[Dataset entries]

....

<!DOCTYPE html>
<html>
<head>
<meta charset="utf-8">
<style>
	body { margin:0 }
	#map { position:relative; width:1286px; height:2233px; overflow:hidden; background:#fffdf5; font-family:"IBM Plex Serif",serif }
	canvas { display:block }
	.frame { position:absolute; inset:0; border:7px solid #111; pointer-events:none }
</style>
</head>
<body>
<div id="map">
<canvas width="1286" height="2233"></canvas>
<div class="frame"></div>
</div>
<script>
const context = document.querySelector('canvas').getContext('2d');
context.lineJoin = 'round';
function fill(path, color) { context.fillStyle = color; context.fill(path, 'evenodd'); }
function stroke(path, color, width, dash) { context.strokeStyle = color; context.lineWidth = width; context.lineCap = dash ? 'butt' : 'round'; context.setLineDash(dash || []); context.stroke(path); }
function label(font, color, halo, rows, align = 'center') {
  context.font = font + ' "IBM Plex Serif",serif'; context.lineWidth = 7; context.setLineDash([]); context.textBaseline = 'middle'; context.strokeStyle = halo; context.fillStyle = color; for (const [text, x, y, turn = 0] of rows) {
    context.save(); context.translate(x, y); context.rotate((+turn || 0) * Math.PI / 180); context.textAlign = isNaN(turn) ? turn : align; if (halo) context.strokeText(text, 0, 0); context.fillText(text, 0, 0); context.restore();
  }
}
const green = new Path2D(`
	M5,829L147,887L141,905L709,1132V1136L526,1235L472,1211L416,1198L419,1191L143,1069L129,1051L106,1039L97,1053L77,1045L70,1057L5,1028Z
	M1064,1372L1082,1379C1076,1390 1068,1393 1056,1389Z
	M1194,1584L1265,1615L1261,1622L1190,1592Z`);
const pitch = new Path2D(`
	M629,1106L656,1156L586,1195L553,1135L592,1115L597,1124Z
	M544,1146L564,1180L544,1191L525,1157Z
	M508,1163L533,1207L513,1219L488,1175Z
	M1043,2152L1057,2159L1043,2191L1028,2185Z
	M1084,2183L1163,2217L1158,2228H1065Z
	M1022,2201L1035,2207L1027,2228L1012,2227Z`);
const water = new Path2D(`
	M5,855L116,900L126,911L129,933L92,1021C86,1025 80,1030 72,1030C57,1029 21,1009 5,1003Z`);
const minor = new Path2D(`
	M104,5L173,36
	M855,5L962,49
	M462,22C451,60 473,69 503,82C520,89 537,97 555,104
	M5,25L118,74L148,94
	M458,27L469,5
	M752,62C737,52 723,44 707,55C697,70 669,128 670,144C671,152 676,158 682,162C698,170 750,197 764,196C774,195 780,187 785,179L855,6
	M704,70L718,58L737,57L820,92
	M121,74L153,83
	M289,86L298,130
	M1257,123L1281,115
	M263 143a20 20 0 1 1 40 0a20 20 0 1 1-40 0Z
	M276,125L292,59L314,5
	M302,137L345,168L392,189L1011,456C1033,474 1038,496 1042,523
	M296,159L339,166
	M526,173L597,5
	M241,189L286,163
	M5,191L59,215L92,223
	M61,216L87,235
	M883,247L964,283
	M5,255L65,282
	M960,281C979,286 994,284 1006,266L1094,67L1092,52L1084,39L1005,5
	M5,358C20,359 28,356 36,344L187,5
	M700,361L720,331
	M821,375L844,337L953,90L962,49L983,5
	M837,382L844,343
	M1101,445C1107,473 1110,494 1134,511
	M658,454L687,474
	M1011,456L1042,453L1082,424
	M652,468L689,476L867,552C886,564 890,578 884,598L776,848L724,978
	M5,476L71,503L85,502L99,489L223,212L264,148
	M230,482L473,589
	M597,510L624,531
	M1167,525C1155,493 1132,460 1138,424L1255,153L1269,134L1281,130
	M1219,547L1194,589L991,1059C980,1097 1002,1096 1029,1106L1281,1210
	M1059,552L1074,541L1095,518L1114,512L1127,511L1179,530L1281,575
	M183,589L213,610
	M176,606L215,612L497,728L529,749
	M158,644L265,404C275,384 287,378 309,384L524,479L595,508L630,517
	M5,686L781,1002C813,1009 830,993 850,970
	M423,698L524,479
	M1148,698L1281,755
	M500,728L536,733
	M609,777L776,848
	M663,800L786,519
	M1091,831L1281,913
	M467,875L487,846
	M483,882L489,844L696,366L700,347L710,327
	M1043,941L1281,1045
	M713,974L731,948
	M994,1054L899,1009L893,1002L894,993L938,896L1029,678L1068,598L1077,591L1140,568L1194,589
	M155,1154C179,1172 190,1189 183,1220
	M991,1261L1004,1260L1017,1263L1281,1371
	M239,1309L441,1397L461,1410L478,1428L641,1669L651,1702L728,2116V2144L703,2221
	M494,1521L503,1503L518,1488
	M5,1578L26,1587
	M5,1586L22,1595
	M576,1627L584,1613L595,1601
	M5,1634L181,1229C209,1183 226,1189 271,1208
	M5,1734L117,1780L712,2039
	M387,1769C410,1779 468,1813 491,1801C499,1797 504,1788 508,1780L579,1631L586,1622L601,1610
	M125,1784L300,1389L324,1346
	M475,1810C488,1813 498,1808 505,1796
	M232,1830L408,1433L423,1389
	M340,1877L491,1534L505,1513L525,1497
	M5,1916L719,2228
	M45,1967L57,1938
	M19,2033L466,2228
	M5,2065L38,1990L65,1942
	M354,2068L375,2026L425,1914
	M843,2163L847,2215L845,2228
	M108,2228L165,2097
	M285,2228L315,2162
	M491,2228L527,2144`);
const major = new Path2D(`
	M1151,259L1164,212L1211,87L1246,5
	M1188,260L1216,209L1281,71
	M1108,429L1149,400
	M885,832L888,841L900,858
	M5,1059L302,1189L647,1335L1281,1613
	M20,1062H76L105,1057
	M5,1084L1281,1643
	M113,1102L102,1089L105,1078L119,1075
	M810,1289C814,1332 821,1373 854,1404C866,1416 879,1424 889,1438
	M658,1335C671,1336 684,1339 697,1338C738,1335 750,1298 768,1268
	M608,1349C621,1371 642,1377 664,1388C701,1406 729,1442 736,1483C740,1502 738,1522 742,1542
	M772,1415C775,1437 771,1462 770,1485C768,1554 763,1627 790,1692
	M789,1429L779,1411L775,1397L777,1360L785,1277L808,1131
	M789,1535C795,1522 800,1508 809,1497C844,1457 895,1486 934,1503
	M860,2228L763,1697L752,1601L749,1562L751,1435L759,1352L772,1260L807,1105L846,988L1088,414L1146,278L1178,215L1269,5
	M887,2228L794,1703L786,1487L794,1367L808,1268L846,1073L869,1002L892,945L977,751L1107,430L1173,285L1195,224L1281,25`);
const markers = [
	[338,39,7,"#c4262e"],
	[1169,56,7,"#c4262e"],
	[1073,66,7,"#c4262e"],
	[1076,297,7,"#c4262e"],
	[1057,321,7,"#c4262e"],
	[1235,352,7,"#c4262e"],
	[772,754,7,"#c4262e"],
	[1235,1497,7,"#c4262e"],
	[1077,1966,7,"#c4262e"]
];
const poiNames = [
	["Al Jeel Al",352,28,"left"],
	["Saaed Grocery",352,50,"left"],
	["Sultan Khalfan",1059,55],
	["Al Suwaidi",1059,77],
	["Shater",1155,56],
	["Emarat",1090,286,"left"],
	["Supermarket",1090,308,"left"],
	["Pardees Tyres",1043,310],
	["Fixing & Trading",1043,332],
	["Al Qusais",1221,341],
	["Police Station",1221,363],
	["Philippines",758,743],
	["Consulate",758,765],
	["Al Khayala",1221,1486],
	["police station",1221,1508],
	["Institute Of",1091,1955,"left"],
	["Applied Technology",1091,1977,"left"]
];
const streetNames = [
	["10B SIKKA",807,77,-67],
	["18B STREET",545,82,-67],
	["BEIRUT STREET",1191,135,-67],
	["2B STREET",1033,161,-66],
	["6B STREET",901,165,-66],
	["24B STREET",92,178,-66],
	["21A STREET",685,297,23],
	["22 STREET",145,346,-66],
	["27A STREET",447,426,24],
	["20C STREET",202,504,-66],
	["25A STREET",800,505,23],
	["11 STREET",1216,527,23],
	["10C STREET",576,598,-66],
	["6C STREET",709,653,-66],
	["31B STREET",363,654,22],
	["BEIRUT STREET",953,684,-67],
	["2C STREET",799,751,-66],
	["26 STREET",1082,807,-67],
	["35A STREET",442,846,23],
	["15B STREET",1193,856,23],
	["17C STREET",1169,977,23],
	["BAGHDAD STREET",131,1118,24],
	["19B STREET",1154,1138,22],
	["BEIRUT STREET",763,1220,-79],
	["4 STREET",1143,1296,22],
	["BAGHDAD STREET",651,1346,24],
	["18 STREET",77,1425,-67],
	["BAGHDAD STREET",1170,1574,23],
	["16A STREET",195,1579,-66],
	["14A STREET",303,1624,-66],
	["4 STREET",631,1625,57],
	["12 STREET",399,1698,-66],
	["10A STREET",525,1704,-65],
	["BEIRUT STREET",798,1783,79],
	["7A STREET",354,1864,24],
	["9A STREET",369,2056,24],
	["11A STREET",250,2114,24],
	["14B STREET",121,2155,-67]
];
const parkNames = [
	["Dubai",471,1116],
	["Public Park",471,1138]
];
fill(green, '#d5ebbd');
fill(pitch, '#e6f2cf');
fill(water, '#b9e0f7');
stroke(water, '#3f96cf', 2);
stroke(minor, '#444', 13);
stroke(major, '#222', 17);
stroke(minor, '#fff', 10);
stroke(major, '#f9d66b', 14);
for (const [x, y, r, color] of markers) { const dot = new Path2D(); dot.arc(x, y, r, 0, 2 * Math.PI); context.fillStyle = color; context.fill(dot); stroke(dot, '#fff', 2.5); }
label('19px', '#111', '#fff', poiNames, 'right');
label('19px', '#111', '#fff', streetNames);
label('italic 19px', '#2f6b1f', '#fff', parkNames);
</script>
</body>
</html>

....

Wherever the word "lineWidth" appears in a line of the data above, copy that line.

function stroke(path, color, width, dash) { context.strokeStyle = color; context.lineWidth = width; context.lineCap = dash ? 'butt' : 'round'; context.setLineDash(dash || []); context.stroke(path); }
  context.font = font + ' "IBM Plex Serif",serif'; context.lineWidth = 7; context.setLineDash([]); context.textBaseline = 'middle'; context.strokeStyle = halo; context.fillStyle = color; for (const [text, x, y, turn = 0] of rows) {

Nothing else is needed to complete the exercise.